ECLI:NL:GHSHE:2021:2452

Gerechtshof 's-Hertogenbosch

Datum uitspraak
26 juli 2021
Publicatiedatum
2 augustus 2021
Zaaknummer
20-004068-19
Instantie
Gerechtshof 's-Hertogenbosch
Type
Uitspraak
Rechtsgebied
Strafrecht
Procedures
  • Hoger beroep
Vindplaatsen
  • Rechtspraak.nl
AI samenvatting door LexboostAutomatisch gegenereerd

Hoger beroep tegen veroordeling voor opzettelijk handelen in strijd met de Opiumwet en witwassen

In deze zaak gaat het om een hoger beroep tegen een vonnis van de politierechter in de rechtbank Zeeland-West-Brabant, waarbij de verdachte op 19 december 2019 was veroordeeld voor opzettelijk handelen in strijd met de Opiumwet en witwassen. De verdachte had op 14 oktober 2018 in Roosendaal een hoeveelheid van ongeveer 3.515,6 gram hennep vervoerd en een geldbedrag van € 2.060,-- voorhanden gehad, waarvan hij wist dat het afkomstig was uit een misdrijf. De politierechter had de verdachte veroordeeld tot een taakstraf van 180 uren, subsidiair 90 dagen hechtenis, en een voorwaardelijke gevangenisstraf van 2 weken met een proeftijd van 2 jaren. De verdachte ging in hoger beroep tegen deze veroordeling.

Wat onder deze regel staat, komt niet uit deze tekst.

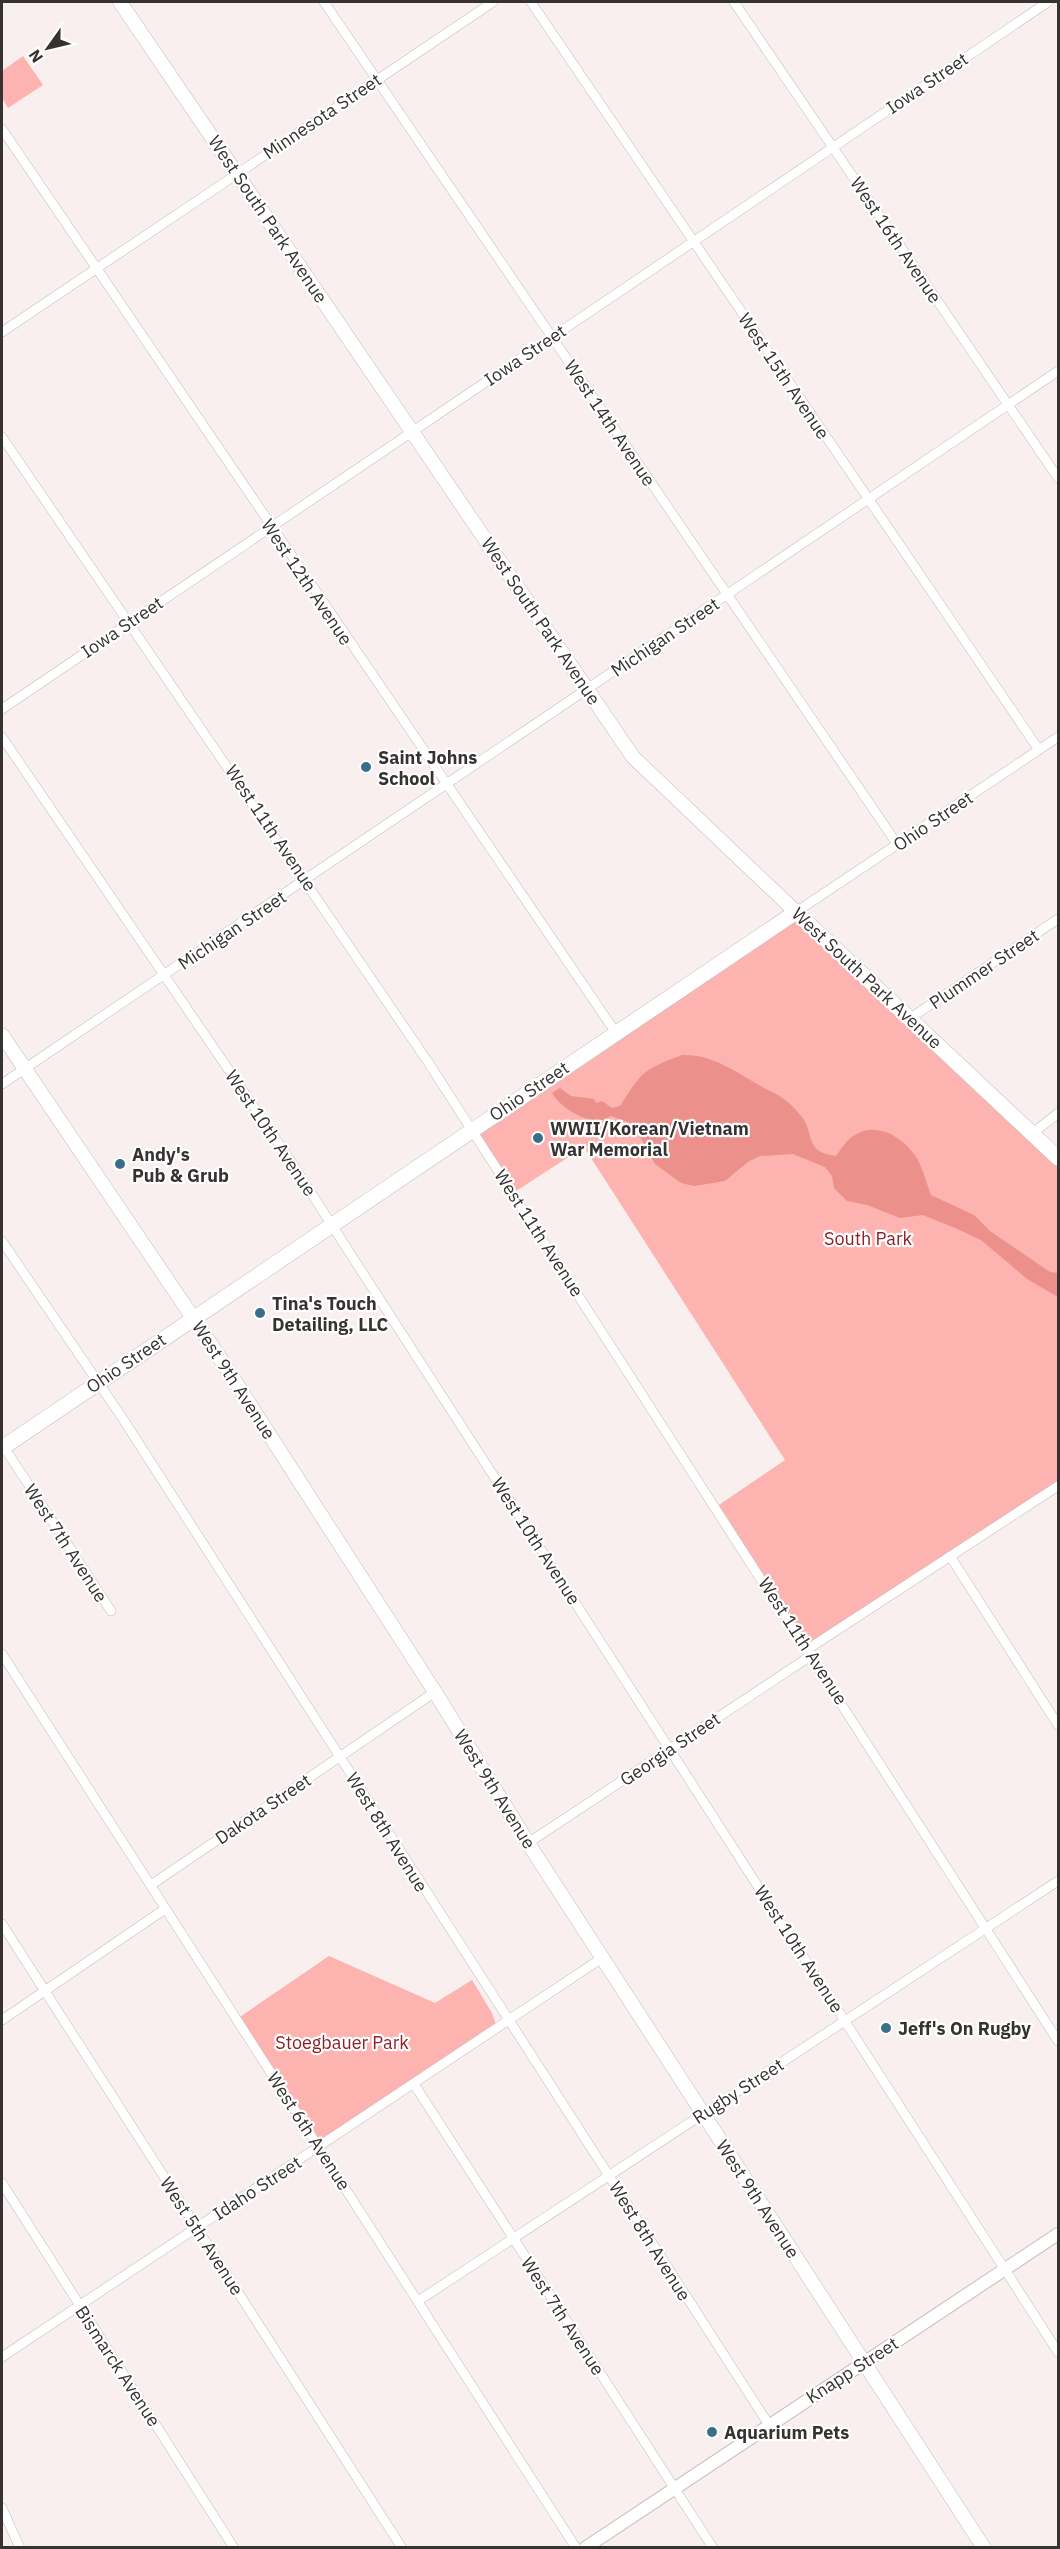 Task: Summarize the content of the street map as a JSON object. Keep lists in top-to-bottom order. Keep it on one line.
{"streets":{"main road":["West South Park Avenue","Ohio Street","West 9th Avenue"],"street":["Iowa Street","Minnesota Street","West 16th Avenue","West 15th Avenue","West 14th Avenue","West 12th Avenue","Michigan Street","West 11th Avenue","Plummer Street","West 10th Avenue","West 7th Avenue","Georgia Street","Dakota Street","West 8th Avenue","Rugby Street","West 6th Avenue","Idaho Street","West 5th Avenue","Bismarck Avenue","Knapp Street"]},"crossings":[["Iowa Street","West South Park Avenue"],["Iowa Street","West 16th Avenue"],["Iowa Street","West 15th Avenue"],["Iowa Street","West 14th Avenue"],["Iowa Street","West 12th Avenue"],["Iowa Street","West 11th Avenue"],["Minnesota Street","West South Park Avenue"],["Minnesota Street","West 14th Avenue"],["Minnesota Street","West 12th Avenue"],["West South Park Avenue","Michigan Street"],["West South Park Avenue","Ohio Street"],["West South Park Avenue","Plummer Street"],["West 16th Avenue","Michigan Street"],["West 15th Avenue","Michigan Street"],["West 15th Avenue","Ohio Street"],["West 14th Avenue","Michigan Street"],["West 14th Avenue","Ohio Street"],["West 12th Avenue","Michigan Street"],["West 12th Avenue","Ohio Street"],["Michigan Street","West 11th Avenue"],["Michigan Street","West 10th Avenue"],["Michigan Street","West 9th Avenue"],["Ohio Street","West 11th Avenue"],["Ohio Street","West 10th Avenue"],["Ohio Street","West 9th Avenue"],["Ohio Street","West 7th Avenue"],["Ohio Street","West 8th Avenue"],["West 11th Avenue","Georgia Street"],["West 11th Avenue","Rugby Street"],["West 10th Avenue","Georgia Street"],["West 10th Avenue","Rugby Street"],["West 10th Avenue","Knapp Street"],["West 9th Avenue","Georgia Street"],["West 9th Avenue","Dakota Street"],["West 9th Avenue","Rugby Street"],["West 9th Avenue","Idaho Street"],["West 9th Avenue","Knapp Street"],["West 7th Avenue","Rugby Street"],["West 7th Avenue","Idaho Street"],["West 7th Avenue","Knapp Street"],["Dakota Street","West 8th Avenue"],["Dakota Street","West 6th Avenue"],["West 8th Avenue","Rugby Street"],["West 8th Avenue","Idaho Street"],["West 8th Avenue","Knapp Street"],["Rugby Street","West 6th Avenue"],["West 6th Avenue","Idaho Street"],["Idaho Street","West 5th Avenue"],["Idaho Street","Bismarck Avenue"]],"parks":["South Park","Stoegbauer Park"],"places":["Saint Johns School","WWII/Korean/Vietnam War Memorial","Andy's Pub & Grub","Tina's Touch Detailing, LLC","Jeff's On Rugby","Aquarium Pets"],"north":"bottom left"} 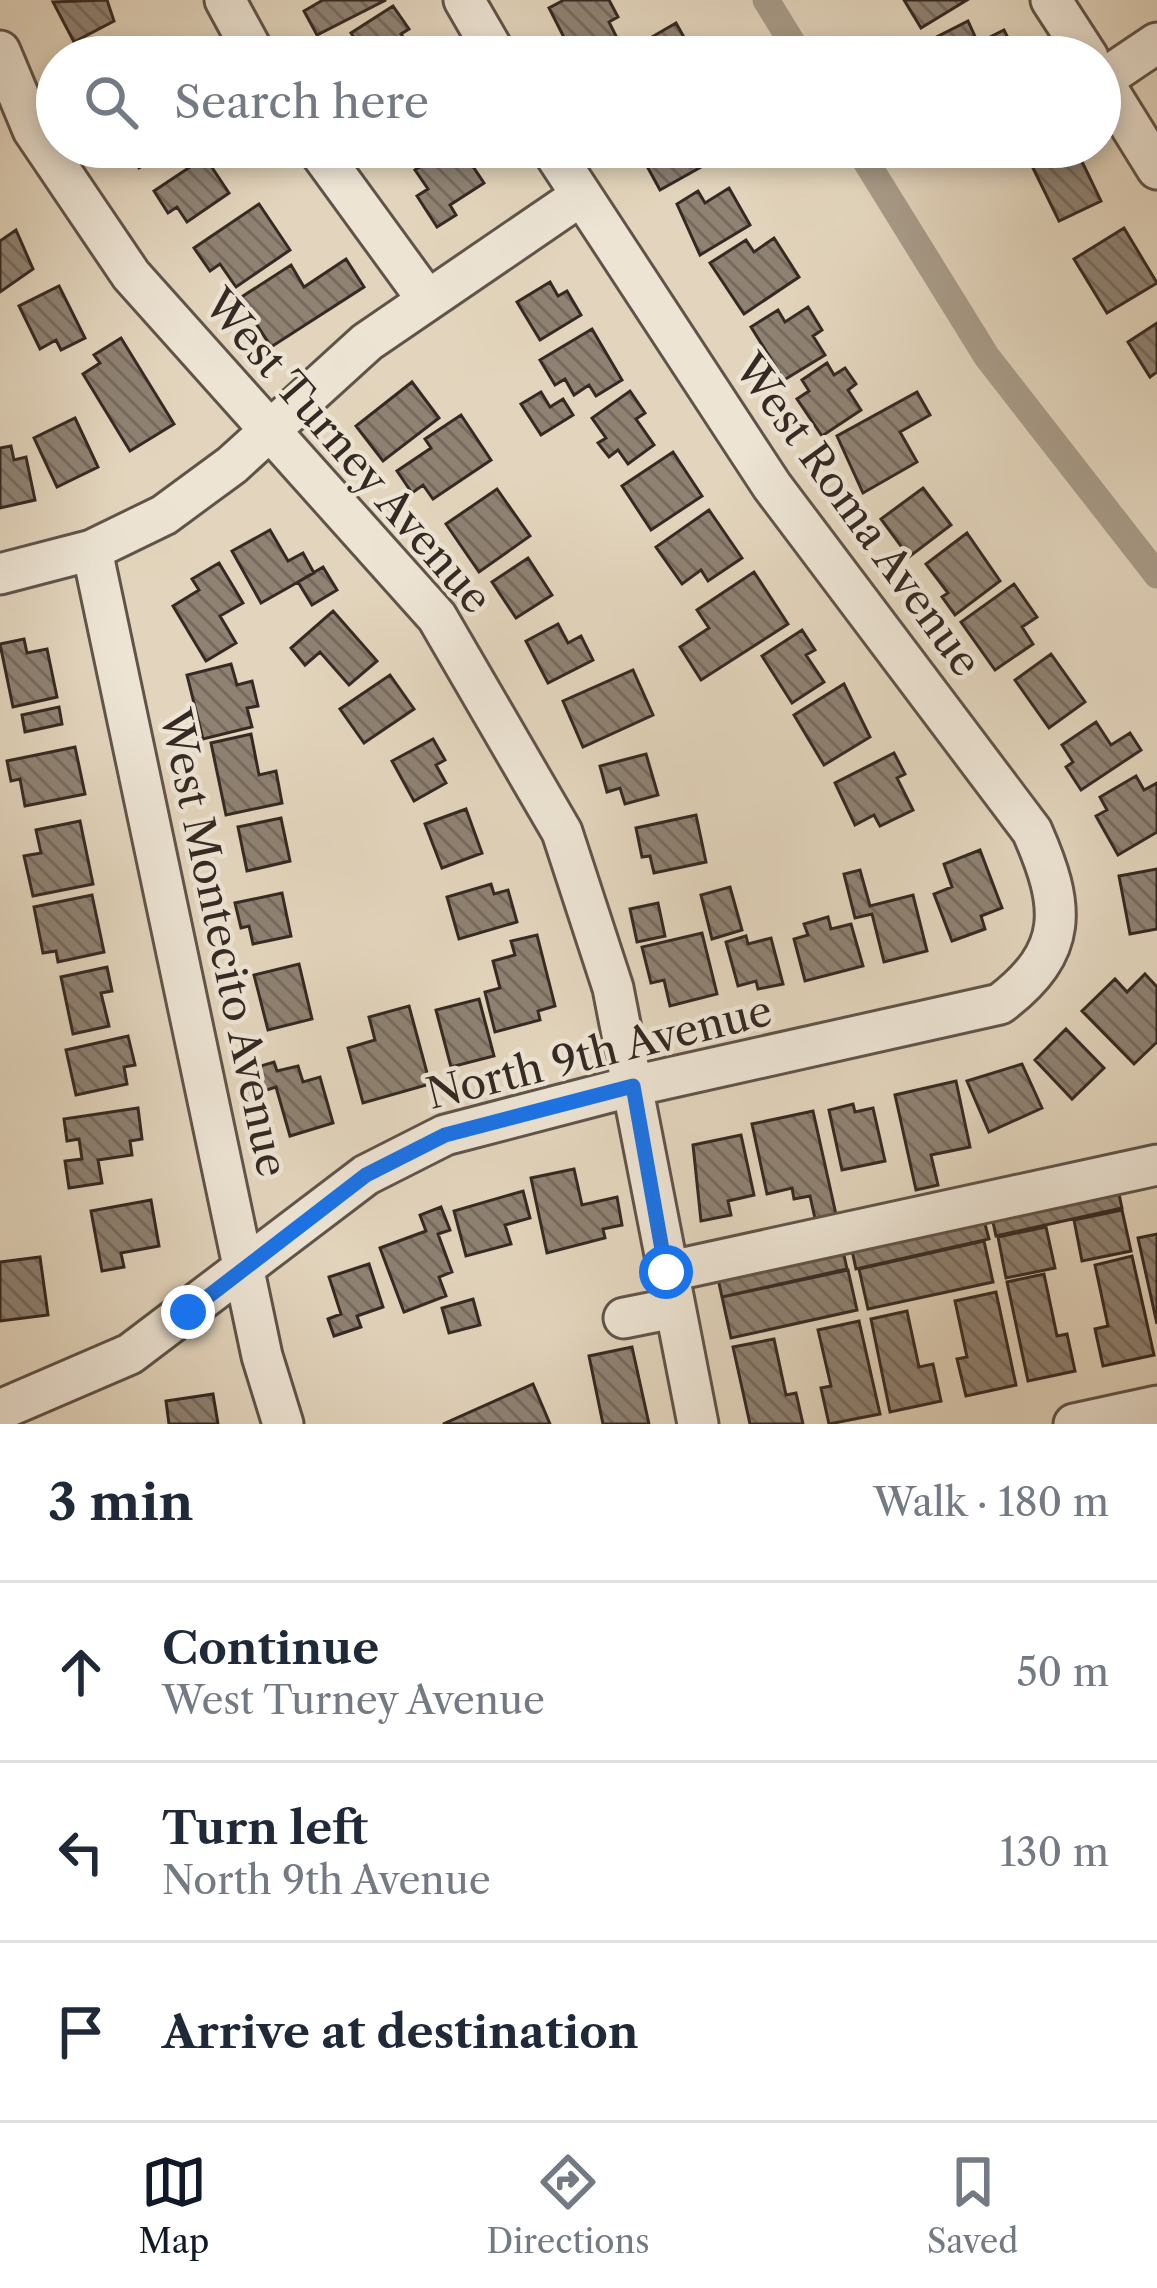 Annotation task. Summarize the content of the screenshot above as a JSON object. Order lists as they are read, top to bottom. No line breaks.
{"streets":{"street":["West Turney Avenue","West Roma Avenue","West Montecito Avenue","North 9th Avenue"]},"crossings":[["West Turney Avenue","North 9th Avenue"],["West Roma Avenue","North 9th Avenue"],["West Montecito Avenue","North 9th Avenue"]],"page":{"search":"Search here","heading":["3 min","Walk · 180 m"],"list":[["Continue","West Turney Avenue","50 m"],["Turn left","North 9th Avenue","130 m"],"Arrive at destination"],"nav":["Map","Directions","Saved"]}}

Tijdens de zitting in hoger beroep heeft het hof de vordering van de advocaat-generaal gehoord, die bevestiging van het vonnis vroeg. De verdediging pleitte voor vrijspraak van het eerste feit en ontslag van rechtsvervolging voor het tweede feit, en voerde aan dat het inbeslaggenomen geldbedrag aan de verdachte moest worden teruggegeven. Het hof heeft het beroep van de verdachte ongegrond verklaard en het vonnis van de politierechter vernietigd, omdat het hof tot een andere bewezenverklaring kwam. Het hof achtte bewezen dat de verdachte opzettelijk hennep had vervoerd en dat hij het geldbedrag had verworven met kennis van de criminele herkomst.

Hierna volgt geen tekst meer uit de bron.